Task to complete
The word "absolute" appears in some lines of the entries. Say how many, and give nothing but the number.

+++ Data excerpts

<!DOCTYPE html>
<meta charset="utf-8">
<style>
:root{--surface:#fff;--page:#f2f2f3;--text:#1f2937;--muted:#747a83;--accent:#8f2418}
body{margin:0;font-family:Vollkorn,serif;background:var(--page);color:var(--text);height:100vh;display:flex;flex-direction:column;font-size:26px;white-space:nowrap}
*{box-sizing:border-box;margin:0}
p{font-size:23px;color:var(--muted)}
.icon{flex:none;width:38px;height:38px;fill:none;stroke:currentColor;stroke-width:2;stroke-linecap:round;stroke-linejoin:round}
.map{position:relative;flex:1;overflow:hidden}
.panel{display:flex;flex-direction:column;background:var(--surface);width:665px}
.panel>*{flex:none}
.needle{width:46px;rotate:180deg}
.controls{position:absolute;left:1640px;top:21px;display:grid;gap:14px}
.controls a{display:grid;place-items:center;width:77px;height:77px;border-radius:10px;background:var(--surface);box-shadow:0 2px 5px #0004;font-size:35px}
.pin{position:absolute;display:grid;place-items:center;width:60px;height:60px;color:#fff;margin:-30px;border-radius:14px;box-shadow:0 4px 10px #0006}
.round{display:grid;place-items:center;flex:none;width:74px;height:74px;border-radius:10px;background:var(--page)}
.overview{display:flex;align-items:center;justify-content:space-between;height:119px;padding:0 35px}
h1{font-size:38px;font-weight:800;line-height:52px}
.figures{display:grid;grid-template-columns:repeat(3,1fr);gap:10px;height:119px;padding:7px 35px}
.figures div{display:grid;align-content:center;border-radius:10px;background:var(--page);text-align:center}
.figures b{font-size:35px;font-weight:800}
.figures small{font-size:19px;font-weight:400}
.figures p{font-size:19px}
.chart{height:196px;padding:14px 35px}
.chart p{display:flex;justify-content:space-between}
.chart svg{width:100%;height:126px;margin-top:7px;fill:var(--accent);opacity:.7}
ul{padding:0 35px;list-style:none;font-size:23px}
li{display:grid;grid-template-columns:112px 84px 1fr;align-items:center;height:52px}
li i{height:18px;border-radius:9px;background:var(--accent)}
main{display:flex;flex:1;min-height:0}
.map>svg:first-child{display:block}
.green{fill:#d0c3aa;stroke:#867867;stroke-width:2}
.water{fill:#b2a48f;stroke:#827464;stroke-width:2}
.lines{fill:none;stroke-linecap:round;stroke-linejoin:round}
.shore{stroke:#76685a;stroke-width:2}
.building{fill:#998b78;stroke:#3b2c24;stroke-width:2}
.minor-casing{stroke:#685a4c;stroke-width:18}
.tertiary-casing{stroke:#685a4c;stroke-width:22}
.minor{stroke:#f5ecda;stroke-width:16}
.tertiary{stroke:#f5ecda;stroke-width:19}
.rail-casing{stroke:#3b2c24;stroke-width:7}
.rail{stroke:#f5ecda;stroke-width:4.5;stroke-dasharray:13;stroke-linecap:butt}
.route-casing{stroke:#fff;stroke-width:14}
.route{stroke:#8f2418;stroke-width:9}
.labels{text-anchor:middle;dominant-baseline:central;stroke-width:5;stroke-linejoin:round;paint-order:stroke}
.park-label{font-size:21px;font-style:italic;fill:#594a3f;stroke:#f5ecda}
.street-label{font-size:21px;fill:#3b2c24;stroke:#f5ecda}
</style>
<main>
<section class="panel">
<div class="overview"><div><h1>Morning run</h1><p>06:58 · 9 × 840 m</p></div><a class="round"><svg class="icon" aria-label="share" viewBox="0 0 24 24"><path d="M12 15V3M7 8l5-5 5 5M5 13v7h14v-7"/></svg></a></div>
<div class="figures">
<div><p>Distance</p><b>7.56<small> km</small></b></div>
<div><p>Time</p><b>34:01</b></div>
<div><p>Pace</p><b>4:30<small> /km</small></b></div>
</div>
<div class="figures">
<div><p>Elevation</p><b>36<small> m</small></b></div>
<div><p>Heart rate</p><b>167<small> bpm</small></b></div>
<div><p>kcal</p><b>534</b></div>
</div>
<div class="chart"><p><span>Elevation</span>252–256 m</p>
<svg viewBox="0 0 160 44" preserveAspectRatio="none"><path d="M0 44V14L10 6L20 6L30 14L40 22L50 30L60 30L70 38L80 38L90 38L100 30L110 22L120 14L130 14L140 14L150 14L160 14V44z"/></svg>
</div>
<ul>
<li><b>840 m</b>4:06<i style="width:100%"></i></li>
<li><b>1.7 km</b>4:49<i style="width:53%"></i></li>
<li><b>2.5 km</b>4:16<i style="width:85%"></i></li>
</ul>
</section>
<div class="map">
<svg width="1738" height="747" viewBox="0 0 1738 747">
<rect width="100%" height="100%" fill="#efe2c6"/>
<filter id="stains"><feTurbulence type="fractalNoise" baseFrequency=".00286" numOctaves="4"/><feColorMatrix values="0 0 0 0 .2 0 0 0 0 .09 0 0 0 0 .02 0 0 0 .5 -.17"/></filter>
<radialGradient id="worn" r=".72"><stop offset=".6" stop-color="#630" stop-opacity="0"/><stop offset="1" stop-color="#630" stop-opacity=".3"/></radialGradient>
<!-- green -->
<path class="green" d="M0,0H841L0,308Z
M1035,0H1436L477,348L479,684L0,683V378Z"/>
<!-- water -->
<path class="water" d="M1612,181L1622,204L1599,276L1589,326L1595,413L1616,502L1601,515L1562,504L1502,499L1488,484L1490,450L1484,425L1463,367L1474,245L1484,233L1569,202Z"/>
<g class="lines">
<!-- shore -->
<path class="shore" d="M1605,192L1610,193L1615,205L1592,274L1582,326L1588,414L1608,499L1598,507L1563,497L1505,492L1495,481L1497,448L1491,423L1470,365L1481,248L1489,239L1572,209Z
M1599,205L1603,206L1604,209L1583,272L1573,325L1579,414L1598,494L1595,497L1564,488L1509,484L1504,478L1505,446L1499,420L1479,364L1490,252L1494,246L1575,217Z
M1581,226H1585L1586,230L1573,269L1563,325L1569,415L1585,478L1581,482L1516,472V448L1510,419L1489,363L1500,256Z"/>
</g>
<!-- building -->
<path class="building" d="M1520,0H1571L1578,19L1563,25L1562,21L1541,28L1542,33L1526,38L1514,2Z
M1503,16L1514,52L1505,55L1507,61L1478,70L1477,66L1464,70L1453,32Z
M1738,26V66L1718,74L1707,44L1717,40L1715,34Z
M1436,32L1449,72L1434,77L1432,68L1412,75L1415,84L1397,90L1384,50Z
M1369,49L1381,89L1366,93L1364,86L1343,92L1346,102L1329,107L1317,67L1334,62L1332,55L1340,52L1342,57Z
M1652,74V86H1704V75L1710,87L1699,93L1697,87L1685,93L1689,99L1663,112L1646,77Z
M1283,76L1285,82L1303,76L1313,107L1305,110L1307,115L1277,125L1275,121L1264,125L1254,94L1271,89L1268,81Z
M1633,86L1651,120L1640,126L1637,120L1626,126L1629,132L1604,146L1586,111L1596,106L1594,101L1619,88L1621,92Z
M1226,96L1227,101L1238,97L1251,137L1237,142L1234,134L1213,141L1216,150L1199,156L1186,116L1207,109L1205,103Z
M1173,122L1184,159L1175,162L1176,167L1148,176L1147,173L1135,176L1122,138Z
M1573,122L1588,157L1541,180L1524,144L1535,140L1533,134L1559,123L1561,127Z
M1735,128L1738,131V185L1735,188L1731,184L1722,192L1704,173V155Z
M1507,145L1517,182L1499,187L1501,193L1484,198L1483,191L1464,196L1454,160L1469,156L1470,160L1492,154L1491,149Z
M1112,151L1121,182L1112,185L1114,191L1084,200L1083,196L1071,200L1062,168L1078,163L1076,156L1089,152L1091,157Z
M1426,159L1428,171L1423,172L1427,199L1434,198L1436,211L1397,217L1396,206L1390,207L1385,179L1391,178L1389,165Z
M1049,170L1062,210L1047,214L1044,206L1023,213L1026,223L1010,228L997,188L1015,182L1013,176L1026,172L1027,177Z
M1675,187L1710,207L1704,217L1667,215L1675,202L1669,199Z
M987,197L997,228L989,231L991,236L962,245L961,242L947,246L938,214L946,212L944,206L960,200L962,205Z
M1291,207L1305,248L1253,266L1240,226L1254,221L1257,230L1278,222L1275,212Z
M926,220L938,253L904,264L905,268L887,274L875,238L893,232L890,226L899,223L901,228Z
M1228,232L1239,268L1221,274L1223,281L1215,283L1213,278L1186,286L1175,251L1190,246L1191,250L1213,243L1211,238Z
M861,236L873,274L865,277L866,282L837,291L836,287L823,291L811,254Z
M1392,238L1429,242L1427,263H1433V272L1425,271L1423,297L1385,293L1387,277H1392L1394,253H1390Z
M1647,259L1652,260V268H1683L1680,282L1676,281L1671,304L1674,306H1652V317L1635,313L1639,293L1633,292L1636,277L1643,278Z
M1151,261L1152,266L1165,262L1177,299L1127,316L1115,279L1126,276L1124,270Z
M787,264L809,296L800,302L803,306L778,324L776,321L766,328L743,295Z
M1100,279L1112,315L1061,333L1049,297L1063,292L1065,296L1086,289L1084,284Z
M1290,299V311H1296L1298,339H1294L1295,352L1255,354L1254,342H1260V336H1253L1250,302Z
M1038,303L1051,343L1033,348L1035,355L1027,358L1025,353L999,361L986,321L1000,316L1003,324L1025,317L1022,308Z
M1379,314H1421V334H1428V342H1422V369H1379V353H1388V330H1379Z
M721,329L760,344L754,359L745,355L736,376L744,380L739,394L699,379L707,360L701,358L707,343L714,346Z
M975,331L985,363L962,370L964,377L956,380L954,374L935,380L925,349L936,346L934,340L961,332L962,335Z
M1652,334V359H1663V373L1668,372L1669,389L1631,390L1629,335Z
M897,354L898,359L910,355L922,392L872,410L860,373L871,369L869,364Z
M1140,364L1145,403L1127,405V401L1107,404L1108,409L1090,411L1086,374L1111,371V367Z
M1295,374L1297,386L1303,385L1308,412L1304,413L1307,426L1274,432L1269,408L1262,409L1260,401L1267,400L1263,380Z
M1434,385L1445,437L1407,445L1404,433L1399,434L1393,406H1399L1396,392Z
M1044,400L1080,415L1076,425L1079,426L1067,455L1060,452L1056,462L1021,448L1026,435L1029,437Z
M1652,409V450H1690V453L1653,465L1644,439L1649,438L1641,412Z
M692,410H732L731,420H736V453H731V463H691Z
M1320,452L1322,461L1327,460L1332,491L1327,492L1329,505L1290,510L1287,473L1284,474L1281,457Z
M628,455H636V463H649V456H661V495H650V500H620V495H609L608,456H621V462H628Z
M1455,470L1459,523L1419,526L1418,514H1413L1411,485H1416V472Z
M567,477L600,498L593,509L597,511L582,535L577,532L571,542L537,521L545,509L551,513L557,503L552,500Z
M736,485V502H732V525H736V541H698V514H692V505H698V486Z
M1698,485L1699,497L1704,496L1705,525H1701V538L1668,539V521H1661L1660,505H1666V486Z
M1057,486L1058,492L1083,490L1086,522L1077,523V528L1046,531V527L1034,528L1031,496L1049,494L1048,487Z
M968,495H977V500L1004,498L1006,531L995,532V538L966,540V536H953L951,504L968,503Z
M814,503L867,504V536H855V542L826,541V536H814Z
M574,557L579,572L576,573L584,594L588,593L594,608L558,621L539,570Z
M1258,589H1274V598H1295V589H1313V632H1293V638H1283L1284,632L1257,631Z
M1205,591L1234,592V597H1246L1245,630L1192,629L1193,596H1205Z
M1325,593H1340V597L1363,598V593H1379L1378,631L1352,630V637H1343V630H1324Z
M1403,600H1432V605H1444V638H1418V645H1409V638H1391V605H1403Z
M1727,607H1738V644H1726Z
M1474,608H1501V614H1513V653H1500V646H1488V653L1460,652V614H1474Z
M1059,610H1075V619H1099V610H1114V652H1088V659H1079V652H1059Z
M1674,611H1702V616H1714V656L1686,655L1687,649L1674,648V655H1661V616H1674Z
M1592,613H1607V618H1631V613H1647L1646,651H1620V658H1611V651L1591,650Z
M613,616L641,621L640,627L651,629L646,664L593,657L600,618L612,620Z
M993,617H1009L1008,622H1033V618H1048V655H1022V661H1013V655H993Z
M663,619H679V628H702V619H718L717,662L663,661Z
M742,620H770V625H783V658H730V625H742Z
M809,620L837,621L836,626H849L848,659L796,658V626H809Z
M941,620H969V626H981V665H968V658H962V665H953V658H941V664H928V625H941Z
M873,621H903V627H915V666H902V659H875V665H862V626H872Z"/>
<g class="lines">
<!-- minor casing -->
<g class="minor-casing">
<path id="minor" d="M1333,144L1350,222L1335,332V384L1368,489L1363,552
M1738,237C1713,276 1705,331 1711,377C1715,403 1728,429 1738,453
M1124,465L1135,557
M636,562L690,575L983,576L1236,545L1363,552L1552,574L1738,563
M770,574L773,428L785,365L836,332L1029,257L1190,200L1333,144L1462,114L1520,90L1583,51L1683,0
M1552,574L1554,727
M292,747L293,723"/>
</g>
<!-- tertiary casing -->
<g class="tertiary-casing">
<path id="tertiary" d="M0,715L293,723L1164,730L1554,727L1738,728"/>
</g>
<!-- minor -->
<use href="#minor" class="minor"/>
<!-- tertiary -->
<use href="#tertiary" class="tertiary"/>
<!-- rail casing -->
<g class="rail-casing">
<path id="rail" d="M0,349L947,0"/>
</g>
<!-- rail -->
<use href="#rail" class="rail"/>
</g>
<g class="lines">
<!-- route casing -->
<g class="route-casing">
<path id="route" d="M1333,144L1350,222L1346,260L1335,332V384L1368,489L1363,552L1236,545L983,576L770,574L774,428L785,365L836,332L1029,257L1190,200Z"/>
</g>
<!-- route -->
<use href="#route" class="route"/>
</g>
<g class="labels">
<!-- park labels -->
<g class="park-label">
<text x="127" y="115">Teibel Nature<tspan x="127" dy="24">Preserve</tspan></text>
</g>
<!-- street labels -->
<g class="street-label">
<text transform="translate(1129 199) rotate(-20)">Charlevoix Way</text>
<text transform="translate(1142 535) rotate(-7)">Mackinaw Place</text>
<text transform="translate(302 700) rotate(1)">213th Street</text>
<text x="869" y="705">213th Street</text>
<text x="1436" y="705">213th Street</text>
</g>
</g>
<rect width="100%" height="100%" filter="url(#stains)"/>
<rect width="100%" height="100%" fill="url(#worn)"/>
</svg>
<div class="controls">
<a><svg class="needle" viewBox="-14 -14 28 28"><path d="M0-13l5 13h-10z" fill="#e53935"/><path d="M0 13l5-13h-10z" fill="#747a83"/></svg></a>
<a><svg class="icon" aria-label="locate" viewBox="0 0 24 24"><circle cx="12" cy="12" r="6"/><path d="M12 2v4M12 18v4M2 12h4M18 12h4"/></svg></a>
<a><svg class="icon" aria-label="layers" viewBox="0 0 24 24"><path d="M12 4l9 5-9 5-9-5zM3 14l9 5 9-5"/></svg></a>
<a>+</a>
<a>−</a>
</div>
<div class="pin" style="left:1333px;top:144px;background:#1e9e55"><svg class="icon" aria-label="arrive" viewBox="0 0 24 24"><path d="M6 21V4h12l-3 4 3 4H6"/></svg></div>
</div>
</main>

++++++

Exercise solution
2